Goal of the exercise –
Each record below should appear again exactly as written.

Saved entries
>>
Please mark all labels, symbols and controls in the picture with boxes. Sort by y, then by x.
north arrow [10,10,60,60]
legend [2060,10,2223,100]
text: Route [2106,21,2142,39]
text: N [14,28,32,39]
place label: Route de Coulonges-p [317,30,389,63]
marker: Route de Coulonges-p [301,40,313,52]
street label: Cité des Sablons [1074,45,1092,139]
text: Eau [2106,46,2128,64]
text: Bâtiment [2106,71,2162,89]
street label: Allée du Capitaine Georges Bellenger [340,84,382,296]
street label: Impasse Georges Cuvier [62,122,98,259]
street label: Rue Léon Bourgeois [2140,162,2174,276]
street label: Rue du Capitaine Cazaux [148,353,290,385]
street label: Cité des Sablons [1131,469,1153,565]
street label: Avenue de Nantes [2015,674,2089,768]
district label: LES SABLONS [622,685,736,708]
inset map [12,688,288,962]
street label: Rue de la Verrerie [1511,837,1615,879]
<<
Response below –
Please mark all labels, symbols and controls in the picture with boxes. Sort by y, then by x.
north arrow [10,10,60,60]
legend [2060,10,2223,100]
text: Route [2106,21,2142,39]
text: N [14,28,32,39]
place label: Route de Coulonges-p [317,30,389,63]
marker: Route de Coulonges-p [301,40,313,52]
street label: Cité des Sablons [1074,45,1092,139]
text: Eau [2106,46,2128,64]
text: Bâtiment [2106,71,2162,89]
street label: Allée du Capitaine Georges Bellenger [340,84,382,296]
street label: Impasse Georges Cuvier [62,122,98,259]
street label: Rue Léon Bourgeois [2140,162,2174,276]
street label: Rue du Capitaine Cazaux [148,353,290,385]
street label: Cité des Sablons [1131,469,1153,565]
street label: Avenue de Nantes [2015,674,2089,768]
district label: LES SABLONS [622,685,736,708]
inset map [12,688,288,962]
street label: Rue de la Verrerie [1511,837,1615,879]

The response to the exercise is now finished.